:: TASK TO COMPLETE ::
How do the lines below between the ones holding "551,217 L 569,285" and "74,540 L 102,540", inclusive, read? Give them again exactly, with no other lines.

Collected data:

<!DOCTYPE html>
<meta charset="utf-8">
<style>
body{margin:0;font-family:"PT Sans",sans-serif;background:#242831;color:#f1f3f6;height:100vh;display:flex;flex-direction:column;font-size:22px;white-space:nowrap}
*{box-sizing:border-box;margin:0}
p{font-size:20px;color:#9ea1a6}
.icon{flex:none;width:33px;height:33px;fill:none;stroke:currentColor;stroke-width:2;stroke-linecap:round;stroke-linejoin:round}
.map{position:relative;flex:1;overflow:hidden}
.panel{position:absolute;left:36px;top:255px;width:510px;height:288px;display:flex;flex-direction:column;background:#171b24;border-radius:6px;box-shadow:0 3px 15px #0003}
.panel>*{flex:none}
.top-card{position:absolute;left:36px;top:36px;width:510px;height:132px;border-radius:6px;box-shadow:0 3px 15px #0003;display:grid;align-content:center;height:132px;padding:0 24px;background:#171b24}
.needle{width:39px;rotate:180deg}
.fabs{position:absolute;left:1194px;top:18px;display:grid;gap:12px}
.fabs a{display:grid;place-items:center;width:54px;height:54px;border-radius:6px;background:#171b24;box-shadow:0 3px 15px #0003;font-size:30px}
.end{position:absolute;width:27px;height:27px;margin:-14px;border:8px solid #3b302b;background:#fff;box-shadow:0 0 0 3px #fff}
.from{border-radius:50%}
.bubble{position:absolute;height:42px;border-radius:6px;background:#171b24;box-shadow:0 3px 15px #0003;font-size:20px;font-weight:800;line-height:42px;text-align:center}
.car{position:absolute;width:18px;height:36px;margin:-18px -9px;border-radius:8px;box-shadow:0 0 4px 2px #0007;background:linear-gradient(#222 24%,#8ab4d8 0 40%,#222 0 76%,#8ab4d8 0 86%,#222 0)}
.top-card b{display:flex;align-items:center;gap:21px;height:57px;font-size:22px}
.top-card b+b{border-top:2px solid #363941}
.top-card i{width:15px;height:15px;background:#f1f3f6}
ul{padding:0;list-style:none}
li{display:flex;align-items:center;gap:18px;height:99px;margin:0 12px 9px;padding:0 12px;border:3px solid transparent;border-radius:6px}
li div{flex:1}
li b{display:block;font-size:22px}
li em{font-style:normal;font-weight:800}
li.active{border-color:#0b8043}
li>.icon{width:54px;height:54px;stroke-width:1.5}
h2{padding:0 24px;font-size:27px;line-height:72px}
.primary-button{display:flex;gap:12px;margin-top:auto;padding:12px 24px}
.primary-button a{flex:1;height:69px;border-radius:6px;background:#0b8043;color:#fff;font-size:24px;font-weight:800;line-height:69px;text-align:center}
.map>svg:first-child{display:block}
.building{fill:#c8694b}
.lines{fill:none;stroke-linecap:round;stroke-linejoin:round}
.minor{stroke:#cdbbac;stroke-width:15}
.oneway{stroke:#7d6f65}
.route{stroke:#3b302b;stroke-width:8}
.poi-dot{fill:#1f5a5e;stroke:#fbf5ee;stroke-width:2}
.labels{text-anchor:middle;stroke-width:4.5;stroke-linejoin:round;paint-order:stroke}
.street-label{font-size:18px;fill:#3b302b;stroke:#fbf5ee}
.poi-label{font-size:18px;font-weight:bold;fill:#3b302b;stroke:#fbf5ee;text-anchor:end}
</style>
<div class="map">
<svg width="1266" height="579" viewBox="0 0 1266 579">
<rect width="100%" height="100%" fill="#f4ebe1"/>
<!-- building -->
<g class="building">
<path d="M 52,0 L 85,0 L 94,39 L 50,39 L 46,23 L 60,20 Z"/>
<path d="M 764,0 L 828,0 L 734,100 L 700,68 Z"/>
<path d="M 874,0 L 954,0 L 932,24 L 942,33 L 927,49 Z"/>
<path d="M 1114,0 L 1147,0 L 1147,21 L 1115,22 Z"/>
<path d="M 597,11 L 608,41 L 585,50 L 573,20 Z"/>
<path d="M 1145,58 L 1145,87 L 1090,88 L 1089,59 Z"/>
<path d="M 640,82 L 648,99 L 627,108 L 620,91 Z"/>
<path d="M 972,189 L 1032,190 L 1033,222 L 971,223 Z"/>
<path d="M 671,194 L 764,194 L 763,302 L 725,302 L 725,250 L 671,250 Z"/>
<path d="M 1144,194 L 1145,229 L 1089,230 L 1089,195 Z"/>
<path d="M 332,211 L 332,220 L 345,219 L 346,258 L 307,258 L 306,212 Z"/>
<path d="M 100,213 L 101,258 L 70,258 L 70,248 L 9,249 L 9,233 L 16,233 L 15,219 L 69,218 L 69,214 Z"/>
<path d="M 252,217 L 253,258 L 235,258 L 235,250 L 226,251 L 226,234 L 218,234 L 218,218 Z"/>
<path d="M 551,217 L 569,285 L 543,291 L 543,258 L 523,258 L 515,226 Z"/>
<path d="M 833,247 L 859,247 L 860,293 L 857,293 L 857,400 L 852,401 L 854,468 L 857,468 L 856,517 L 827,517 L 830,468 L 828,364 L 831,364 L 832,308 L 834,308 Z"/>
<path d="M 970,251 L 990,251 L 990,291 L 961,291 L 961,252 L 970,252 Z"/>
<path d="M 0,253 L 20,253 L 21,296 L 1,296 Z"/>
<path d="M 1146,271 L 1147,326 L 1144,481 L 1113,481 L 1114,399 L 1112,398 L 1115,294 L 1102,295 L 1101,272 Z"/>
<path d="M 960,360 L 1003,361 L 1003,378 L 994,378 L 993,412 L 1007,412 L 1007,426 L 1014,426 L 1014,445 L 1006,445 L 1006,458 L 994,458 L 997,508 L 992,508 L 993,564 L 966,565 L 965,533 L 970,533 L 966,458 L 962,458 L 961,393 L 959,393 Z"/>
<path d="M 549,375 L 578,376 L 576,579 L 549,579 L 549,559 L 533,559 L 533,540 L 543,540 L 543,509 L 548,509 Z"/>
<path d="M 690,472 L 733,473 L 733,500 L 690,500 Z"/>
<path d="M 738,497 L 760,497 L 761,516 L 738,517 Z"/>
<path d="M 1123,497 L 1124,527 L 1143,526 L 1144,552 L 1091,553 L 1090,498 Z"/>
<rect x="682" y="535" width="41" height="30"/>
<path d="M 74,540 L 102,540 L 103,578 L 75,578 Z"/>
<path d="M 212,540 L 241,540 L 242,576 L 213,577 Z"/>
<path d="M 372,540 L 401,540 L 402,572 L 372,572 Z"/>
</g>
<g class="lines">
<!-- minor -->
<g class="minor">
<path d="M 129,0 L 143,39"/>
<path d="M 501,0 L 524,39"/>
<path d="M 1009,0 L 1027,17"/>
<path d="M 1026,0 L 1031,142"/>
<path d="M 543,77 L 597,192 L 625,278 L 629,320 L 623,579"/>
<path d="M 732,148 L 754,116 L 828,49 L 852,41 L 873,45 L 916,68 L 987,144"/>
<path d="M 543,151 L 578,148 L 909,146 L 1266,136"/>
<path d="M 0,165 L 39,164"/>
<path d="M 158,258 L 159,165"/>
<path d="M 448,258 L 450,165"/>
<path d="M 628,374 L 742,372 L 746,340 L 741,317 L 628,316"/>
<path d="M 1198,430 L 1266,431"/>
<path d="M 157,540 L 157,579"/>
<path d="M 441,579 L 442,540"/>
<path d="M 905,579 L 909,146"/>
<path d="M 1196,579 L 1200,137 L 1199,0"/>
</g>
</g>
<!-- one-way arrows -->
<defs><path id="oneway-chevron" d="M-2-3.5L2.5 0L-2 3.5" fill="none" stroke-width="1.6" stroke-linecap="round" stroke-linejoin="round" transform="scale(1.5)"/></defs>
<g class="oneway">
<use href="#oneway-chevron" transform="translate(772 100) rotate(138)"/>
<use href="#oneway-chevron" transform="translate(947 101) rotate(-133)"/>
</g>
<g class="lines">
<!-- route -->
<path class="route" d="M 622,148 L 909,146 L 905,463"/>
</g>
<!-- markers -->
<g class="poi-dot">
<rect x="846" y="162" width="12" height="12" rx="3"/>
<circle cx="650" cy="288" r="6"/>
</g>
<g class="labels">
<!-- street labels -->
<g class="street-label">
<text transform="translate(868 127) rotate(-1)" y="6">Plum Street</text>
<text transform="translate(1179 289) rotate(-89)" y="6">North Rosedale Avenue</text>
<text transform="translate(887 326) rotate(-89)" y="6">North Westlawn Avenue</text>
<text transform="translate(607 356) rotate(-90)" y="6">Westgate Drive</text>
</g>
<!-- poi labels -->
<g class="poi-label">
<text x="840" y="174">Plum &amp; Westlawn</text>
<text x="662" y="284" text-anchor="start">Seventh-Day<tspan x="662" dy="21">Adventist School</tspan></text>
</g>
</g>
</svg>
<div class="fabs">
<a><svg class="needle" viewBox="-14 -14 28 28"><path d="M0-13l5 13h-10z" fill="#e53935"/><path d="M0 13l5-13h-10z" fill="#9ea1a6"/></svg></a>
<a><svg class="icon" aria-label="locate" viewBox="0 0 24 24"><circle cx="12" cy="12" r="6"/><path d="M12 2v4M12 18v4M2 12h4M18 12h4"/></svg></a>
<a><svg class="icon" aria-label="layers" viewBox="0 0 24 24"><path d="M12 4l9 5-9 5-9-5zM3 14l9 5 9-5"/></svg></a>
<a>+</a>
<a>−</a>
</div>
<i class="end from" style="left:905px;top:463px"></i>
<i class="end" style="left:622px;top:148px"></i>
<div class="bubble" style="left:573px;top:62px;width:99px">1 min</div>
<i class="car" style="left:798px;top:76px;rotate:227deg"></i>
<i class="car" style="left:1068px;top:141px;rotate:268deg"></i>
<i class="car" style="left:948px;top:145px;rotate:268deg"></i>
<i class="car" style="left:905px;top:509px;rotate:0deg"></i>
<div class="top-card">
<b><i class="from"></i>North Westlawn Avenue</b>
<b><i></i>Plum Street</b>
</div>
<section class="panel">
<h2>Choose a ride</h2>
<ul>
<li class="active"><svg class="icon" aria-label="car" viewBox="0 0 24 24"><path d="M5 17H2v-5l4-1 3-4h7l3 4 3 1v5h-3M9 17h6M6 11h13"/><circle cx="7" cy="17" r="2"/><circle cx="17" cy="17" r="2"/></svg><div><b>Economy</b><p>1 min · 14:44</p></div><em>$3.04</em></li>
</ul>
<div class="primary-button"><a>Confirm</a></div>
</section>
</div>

:: ANSWER TO THIS PROBLEM ::
<path d="M 551,217 L 569,285 L 543,291 L 543,258 L 523,258 L 515,226 Z"/>
<path d="M 833,247 L 859,247 L 860,293 L 857,293 L 857,400 L 852,401 L 854,468 L 857,468 L 856,517 L 827,517 L 830,468 L 828,364 L 831,364 L 832,308 L 834,308 Z"/>
<path d="M 970,251 L 990,251 L 990,291 L 961,291 L 961,252 L 970,252 Z"/>
<path d="M 0,253 L 20,253 L 21,296 L 1,296 Z"/>
<path d="M 1146,271 L 1147,326 L 1144,481 L 1113,481 L 1114,399 L 1112,398 L 1115,294 L 1102,295 L 1101,272 Z"/>
<path d="M 960,360 L 1003,361 L 1003,378 L 994,378 L 993,412 L 1007,412 L 1007,426 L 1014,426 L 1014,445 L 1006,445 L 1006,458 L 994,458 L 997,508 L 992,508 L 993,564 L 966,565 L 965,533 L 970,533 L 966,458 L 962,458 L 961,393 L 959,393 Z"/>
<path d="M 549,375 L 578,376 L 576,579 L 549,579 L 549,559 L 533,559 L 533,540 L 543,540 L 543,509 L 548,509 Z"/>
<path d="M 690,472 L 733,473 L 733,500 L 690,500 Z"/>
<path d="M 738,497 L 760,497 L 761,516 L 738,517 Z"/>
<path d="M 1123,497 L 1124,527 L 1143,526 L 1144,552 L 1091,553 L 1090,498 Z"/>
<rect x="682" y="535" width="41" height="30"/>
<path d="M 74,540 L 102,540 L 103,578 L 75,578 Z"/>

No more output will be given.